Carbon dioxide, or CO2, is a colorless, odorless gas that is naturally abundant within the atmosphere. Outside, carbon dioxide accounts for just 0.033 percent of Earth's atmospheric gases, but within the home, this level can increase. At low levels, carbon dioxide is harmless to humans, but elevated values can lead to a range of health problems, including headaches, fatigue and breathing difficulties. There are several causes of elevated carbon dioxide levels in homes.
TL;DR (Too Long; Didn't Read)
Carbon dioxide, or CO2, is a harmless gas in the atmosphere, but if it increases in levels inside a home, it can cause health problems to the inhabitants. People and animals exhale CO2 as a natural function of respiration, so if a home is overcrowded and has insufficient air exchange with the outdoors, CO2 levels can increase. Soil capping is a process that can happen to houses built on old farm sites, where damp weather causes the soil to expand and releases gases, including natural amounts of CO2 into the home. Malfunctioning air conditioning systems can also lead to elevated CO2 levels. The combustion of fossil fuels in the home is another source of increased CO2.
Outdoors, carbon dioxide levels are typically found to be 250 to 350 parts per million. Typical occupied spaces with good air exchange have carbon dioxide levels between 350 and 1,000 parts per million.
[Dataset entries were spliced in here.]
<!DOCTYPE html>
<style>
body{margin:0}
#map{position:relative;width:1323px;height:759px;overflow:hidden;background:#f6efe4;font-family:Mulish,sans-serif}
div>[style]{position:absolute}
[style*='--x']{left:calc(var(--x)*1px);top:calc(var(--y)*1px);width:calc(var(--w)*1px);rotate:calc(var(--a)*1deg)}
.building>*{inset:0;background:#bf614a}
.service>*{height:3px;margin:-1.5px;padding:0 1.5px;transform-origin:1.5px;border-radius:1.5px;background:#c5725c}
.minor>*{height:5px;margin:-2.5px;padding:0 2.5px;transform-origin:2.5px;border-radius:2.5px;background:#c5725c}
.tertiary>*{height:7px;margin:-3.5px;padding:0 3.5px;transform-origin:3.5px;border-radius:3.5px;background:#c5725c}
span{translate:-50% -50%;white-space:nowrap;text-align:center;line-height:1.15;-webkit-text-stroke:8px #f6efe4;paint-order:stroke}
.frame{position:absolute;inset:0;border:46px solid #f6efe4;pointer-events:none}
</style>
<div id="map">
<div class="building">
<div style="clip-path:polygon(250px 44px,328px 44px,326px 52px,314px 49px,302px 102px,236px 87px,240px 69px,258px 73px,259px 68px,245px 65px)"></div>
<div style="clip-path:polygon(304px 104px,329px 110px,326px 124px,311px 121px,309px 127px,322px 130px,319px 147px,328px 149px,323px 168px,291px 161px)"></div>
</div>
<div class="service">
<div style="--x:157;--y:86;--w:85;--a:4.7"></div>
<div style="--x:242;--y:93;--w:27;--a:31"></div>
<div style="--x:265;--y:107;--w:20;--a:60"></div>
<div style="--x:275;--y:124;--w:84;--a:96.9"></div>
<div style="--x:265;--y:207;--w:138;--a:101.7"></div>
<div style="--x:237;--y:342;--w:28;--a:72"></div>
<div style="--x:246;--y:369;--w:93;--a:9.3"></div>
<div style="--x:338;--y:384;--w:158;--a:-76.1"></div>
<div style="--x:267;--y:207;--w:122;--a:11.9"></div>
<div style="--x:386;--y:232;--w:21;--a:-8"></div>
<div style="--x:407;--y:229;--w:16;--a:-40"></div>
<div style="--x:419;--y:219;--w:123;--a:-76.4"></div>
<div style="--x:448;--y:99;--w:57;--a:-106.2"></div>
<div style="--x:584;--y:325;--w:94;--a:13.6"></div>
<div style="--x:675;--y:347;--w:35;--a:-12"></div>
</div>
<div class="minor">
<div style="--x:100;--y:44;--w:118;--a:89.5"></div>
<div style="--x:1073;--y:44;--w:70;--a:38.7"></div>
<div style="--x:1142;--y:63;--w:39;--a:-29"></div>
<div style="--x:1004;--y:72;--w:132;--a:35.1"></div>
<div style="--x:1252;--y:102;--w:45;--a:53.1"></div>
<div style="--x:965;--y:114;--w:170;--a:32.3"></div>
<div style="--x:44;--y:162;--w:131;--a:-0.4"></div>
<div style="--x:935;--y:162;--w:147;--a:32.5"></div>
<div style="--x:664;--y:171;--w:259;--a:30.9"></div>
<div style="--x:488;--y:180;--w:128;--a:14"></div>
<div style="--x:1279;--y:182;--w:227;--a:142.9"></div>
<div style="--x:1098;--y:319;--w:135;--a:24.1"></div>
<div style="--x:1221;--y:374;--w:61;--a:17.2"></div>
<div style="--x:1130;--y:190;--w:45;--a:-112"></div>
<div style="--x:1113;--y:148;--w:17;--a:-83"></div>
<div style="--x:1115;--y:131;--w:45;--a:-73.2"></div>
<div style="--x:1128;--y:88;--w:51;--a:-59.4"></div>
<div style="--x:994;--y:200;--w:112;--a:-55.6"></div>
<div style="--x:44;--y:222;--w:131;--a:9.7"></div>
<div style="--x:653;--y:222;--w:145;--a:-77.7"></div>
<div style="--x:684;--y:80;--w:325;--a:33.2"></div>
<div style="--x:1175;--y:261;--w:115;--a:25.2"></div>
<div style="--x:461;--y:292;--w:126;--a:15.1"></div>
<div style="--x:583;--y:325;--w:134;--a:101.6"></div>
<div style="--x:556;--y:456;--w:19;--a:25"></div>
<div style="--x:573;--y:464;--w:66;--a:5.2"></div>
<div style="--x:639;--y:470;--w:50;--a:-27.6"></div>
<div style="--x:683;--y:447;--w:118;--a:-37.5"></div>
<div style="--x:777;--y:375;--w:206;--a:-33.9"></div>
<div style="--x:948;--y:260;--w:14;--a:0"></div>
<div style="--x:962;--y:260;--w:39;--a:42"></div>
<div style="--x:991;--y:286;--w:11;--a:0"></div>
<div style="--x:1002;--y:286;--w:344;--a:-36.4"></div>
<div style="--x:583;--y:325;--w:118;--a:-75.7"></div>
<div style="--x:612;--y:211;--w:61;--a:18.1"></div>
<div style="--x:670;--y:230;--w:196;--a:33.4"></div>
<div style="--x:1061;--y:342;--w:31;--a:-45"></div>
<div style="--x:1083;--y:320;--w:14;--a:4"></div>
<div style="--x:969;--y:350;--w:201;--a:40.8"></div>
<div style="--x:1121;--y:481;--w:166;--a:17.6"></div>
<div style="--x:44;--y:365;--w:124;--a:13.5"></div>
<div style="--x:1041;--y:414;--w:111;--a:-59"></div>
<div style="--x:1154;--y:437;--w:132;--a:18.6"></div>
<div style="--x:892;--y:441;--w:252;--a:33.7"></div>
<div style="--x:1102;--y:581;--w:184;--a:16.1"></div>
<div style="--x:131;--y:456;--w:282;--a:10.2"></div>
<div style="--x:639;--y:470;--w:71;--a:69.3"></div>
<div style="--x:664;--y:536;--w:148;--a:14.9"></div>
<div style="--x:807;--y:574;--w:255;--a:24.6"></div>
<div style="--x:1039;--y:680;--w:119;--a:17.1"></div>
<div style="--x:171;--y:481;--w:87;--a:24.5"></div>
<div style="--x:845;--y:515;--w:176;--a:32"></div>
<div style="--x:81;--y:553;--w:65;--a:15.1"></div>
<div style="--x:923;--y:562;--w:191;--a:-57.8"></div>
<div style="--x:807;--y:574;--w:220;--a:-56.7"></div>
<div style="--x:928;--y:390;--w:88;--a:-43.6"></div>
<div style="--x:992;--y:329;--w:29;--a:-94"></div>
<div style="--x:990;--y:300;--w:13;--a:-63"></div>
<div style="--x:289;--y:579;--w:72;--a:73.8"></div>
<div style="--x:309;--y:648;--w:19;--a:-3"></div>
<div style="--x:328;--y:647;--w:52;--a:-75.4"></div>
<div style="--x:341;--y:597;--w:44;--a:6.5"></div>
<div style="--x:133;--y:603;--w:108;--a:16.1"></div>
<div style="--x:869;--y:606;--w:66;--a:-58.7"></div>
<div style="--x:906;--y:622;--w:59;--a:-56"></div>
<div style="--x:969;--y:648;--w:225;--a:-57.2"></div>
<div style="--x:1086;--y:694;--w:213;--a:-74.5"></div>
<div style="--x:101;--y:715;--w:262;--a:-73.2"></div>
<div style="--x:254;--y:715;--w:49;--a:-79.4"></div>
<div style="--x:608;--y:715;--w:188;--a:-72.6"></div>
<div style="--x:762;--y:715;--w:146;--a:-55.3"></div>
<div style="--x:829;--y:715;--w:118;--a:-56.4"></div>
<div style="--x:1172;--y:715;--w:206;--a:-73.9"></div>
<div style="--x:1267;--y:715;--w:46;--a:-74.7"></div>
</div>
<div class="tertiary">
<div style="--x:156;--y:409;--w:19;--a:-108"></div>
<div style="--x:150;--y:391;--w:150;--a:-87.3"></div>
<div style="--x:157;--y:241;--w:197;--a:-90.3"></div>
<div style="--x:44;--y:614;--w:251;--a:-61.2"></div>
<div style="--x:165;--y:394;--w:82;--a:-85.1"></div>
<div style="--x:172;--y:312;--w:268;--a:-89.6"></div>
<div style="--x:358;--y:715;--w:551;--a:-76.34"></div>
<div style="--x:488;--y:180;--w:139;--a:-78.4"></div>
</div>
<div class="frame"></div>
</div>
Since humans exhale carbon dioxide as part of respiration, overcrowded houses may lead to elevated carbon dioxide levels. Studies have explicitly demonstrated that carbon dioxide associated with overcrowding can lead to significant effects upon health. For example, Kovensi and co-workers at the Children's Hospital of Eastern Ontario found that elevated carbon dioxide levels -- an average value of 1,358 parts per million -- was associated with an increased occurrence of respiratory infections.
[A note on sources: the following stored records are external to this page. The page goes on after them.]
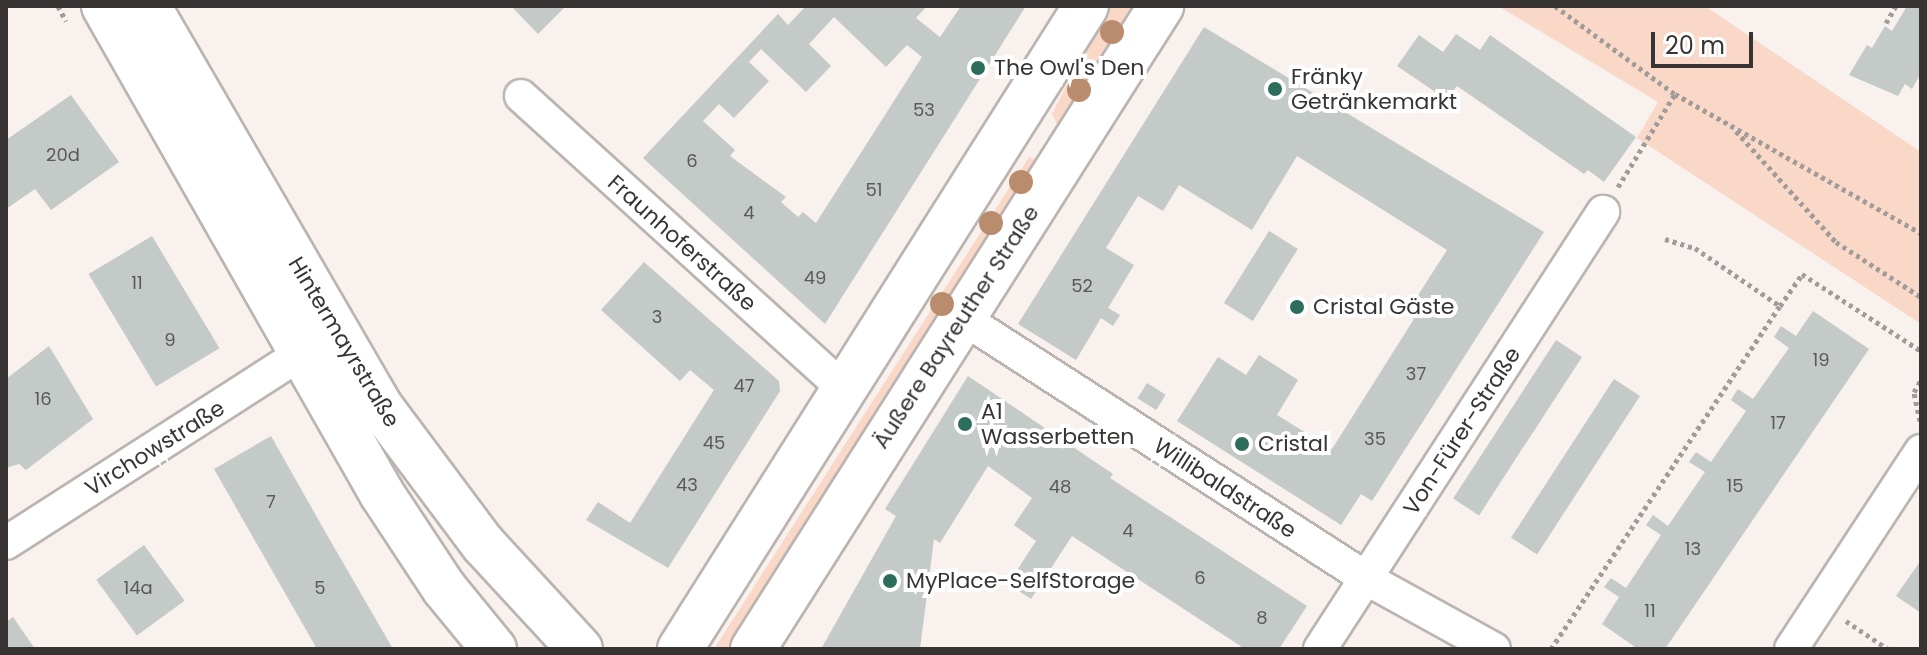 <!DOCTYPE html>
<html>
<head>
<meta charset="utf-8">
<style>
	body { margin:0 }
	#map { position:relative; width:1927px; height:655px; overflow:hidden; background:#f8f1ee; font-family:Poppins,sans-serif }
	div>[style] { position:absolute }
	.green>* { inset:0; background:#fad8c8 }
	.building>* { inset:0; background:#c3cac7; transform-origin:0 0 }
	.path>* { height:5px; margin-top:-2.5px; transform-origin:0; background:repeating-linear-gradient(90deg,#a19c9a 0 4px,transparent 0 8px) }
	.roads { filter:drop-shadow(2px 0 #bbb4b1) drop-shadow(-2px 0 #bbb4b1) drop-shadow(0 2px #bbb4b1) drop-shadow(0 -2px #bbb4b1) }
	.minor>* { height:32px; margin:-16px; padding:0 16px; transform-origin:16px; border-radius:16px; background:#fff }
	.primary>* { height:44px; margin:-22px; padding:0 22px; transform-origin:22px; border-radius:22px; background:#fff }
	.trees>* { width:24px; height:24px; margin:-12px; border-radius:50%; background:#ba8c6e }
	.dots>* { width:22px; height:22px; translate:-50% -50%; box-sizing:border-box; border:4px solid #fff; border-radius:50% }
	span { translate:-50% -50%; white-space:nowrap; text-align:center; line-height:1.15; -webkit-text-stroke:8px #fff; paint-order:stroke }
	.number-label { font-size:18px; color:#5a5a58 }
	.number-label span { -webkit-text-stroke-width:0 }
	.poi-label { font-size:22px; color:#373433 }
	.left { translate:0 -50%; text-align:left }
	.street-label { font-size:22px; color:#373433 }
	.frame { position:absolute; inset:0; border:8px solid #373433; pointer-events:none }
	.scale { position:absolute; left:1651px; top:32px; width:102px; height:36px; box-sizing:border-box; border:4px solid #373433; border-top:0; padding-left:10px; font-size:24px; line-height:28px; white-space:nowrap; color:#373433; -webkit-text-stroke:6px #fff; paint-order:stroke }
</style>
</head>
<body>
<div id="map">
	<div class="green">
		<i style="clip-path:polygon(1106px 6px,1140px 6px,1063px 125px,1058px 126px,1052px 114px)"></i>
		<i style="clip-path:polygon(1498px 6px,1705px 6px,1921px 152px,1921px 324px,1637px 138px,1658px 102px)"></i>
		<i style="clip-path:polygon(1029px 157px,1036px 160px,1037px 169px,731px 649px,714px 649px)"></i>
	</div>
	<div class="building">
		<i style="clip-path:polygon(511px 6px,566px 6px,538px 34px)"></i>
		<i style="clip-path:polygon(evenodd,806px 6px,927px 6px,916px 18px,940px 37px,961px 6px,1026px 6px,825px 324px,643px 158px,778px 14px,788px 25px,806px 6px,834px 17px,886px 67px,907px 45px,922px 57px,816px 223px,803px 212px,798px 217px,781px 202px,786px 197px,730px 156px,735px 150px,703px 121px,719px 104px,734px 118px,769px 81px,749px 62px,761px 49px,806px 92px,831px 66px,809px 44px,834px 17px)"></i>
		<i style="clip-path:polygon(1907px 6px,1921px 6px,1921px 73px,1912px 89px,1905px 84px,1898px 96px,1849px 75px,1867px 45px,1872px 48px,1885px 26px,1892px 31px)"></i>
		<i style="clip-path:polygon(1204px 27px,1544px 232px,1372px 501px,1361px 494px,1341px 525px,1177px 421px,1218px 357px,1246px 375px,1259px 355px,1298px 380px,1277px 415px,1332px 449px,1414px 319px,1406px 314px,1447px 250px,1297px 156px,1252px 230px,1179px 185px,1163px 211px,1138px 196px,1106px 248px,1134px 265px,1108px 308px,1120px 315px,1113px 326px,1101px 318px,1076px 360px,1018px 324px)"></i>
		<i style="clip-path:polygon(1456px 34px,1480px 50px,1490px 35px,1636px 137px,1604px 182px,1588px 170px,1584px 174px,1457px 86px,1447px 100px,1397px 66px,1419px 35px,1443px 52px)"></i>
		<i style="clip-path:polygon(71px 95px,119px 162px,51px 210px,35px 189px,6px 209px,6px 140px)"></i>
		<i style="left:1269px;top:231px;width:34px;height:85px;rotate:32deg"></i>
		<i style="left:152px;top:236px;width:131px;height:74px;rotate:59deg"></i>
		<i style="clip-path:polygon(644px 262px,779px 381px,780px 391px,668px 568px,586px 520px,598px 502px,630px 523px,714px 390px,690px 370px,680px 381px,601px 310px)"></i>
		<i style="clip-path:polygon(1813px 311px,1869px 349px,1665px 649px,1638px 649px,1602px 624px,1619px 597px,1604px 587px,1611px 578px,1626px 588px,1661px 535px,1646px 525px,1653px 515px,1668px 526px,1705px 472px,1689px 462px,1696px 452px,1711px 462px,1746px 411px,1731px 400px,1738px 389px,1753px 399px,1789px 348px,1774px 337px,1781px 326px,1796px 336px)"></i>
		<i style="left:1556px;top:340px;width:31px;height:189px;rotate:33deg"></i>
		<i style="clip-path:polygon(49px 346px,93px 419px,26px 470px,19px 464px,6px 468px,6px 379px)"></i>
		<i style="clip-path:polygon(968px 376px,1113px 474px,1110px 478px,1307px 606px,1279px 649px,1245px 649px,1072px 536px,1031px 599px,1008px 584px,1036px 541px,1014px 525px,1032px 498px,988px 466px,940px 543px,934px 539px,920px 649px,821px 649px,896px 516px,885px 509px)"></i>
		<i style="left:1614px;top:379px;width:31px;height:189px;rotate:33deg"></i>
		<i style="left:1147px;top:383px;width:22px;height:18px;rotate:32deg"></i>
		<i style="clip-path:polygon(271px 436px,327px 535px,393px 649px,317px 649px,214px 469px)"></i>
		<i style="left:144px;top:545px;width:69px;height:59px;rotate:54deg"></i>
		<i style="clip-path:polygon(1921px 560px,1921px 613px,1896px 596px)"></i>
		<i style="clip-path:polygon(13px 617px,35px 649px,6px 649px,6px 622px)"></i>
	</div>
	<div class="path">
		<i style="left:58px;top:6px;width:17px;rotate:62deg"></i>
		<i style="left:1555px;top:6px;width:149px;rotate:36.3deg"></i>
		<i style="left:1675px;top:94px;width:283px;rotate:29.5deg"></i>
		<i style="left:1886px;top:23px;width:20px;rotate:-60deg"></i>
		<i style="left:1736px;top:131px;width:149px;rotate:48deg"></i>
		<i style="left:1836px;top:242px;width:101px;rotate:32.9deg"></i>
		<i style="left:1618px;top:187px;width:109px;rotate:-58.5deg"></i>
		<i style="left:1665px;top:239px;width:31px;rotate:17deg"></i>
		<i style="left:1695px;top:248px;width:103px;rotate:34.3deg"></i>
		<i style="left:1780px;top:306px;width:39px;rotate:-55deg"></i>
		<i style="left:1802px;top:274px;width:142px;rotate:32.9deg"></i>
		<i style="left:1920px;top:421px;width:30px;rotate:-102deg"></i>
		<i style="left:1914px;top:392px;width:14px;rotate:-60deg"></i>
		<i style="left:1846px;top:621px;width:50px;rotate:33.7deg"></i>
		<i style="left:1551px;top:649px;width:412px;rotate:-56.3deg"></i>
	</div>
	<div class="roads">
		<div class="minor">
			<i style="left:521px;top:96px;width:436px;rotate:42.2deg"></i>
			<i style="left:961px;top:317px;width:483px;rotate:32.8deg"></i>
			<i style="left:1367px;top:579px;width:145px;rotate:28.9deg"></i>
			<i style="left:6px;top:543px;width:353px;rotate:-32.7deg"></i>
			<i style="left:1320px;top:649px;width:521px;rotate:-57.07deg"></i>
			<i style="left:1791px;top:649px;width:237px;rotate:-56.7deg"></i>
		</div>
		<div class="primary">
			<i style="left:104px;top:6px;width:562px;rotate:60.33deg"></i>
			<i style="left:382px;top:494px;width:113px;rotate:56.6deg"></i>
			<i style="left:444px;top:588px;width:79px;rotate:50.7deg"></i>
			<i style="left:148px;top:6px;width:461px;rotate:59.9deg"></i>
			<i style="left:379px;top:405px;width:174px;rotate:53.2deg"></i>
			<i style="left:483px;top:544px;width:143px;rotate:47.3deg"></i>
			<i style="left:680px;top:649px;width:760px;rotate:-57.73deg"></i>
			<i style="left:753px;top:649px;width:762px;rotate:-57.6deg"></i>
		</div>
	</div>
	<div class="trees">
		<i style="left:1112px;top:32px"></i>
		<i style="left:1079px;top:90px"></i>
		<i style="left:1021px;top:182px"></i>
		<i style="left:991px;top:223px"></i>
		<i style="left:942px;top:304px"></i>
	</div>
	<div class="dots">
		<i style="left:978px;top:68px;background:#2d6d5b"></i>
		<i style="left:1275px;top:89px;background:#2d6d5b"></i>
		<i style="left:1297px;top:307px;background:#2d6d5b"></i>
		<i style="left:965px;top:424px;background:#2d6d5b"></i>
		<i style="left:1242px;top:444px;background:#2d6d5b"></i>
		<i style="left:890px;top:581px;background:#2d6d5b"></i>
	</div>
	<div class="number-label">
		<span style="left:924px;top:110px">53</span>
		<span style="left:63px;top:155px">20d</span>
		<span style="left:692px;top:161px">6</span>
		<span style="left:874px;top:190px">51</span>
		<span style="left:749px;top:213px">4</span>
		<span style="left:815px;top:278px">49</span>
		<span style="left:137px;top:283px">11</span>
		<span style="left:1082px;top:286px">52</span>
		<span style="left:657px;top:317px">3</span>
		<span style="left:170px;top:340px">9</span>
		<span style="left:1821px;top:360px">19</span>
		<span style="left:1416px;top:374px">37</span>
		<span style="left:744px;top:386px">47</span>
		<span style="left:43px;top:399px">16</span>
		<span style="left:1778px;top:423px">17</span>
		<span style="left:1375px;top:439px">35</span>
		<span style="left:714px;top:443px">45</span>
		<span style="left:687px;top:485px">43</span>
		<span style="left:1735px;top:486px">15</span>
		<span style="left:1060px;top:487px">48</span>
		<span style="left:271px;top:502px">7</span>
		<span style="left:1128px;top:531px">4</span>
		<span style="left:1693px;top:549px">13</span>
		<span style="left:1200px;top:578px">6</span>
		<span style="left:138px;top:588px">14a</span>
		<span style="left:320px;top:588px">5</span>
		<span style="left:1650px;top:611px">11</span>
		<span style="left:1262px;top:618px">8</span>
	</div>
	<div class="poi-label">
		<span class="left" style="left:994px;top:68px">The Owl's Den</span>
		<span class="left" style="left:1291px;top:89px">Fränky<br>Getränkemarkt</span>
		<span class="left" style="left:1313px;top:307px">Cristal Gäste</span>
		<span class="left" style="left:981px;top:424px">A1<br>Wasserbetten</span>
		<span class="left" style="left:1258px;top:444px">Cristal</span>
		<span class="left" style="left:906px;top:581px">MyPlace-SelfStorage</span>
	</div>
	<div class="street-label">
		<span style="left:682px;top:243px;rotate:42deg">Fraunhoferstraße</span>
		<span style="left:956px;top:327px;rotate:-57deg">Äußere Bayreuther Straße</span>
		<span style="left:344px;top:342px;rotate:59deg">Hintermayrstraße</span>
		<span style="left:1462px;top:431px;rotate:-57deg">Von-Fürer-Straße</span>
		<span style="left:155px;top:448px;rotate:-32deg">Virchowstraße</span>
		<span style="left:1225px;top:488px;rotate:33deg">Willibaldstraße</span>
	</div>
	<div class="frame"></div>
	<div class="scale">20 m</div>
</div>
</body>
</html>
Carbon dioxide occurs naturally in soil as a result of decomposing organic matter. Houses built in the countryside, and particularly on previous farm sites, may be particularly susceptible to elevated carbon dioxide in the soil due to the previous use of fertilizers. This carbon dioxide can be sucked into the house due to the air pressure difference between the soil and the home. An example was highlighted by CO2Meter.com. The site quotes a case where a customer complained that every time it rained, the pilot light in the home furnace went out, and the customer became very ill. A phenomenon called "soil capping" was causing soil to to swell and become waterlogged, leaving no space for soil gases to escape outside. This left the basement, where the furnace was creating negative pressure by pulling air from the basement to the rest of the house as the escape route for the CO2. The pilot went out because excessive CO2 smothered the flame.
Air Conditioning Systems
Many homeowners use air-conditioning systems to regulate and circulate fresh, cool air. The Wisconsin Department of Health identifies carbon dioxide levels as a a good measure of air conditioning functionality. In an air-conditioned room within the home, carbon dioxide levels above 1,000 parts per million may indicate a problem with the system. If the carbon dioxide levels are elevated, the air conditioning system might need repair or replacement to function optimally and to prevent harm or danger to people in the home.
Fossil Fuel Combustion
Fossil fuel combustion of wood, coal, oil, charcoal and gas lead to the production of carbon dioxide. For each kilogram of coal burnt on a fire, 2.86 kilograms of carbon dioxide will be created. Since the density of carbon dioxide is 1.8 kilograms per cubic meter, this is equivalent to 1.6 cubic meters of carbon dioxide being released at room temperature. It is therefore important to keep areas where combustion takes place well ventilated. If a house has an open fire, ensure that the chimney is cleaned and inspected regularly to reduce the risk of blockages. Keep windows open in kitchens where gas stoves are used, and make sure any tobacco smokers indulge outside or near to a window.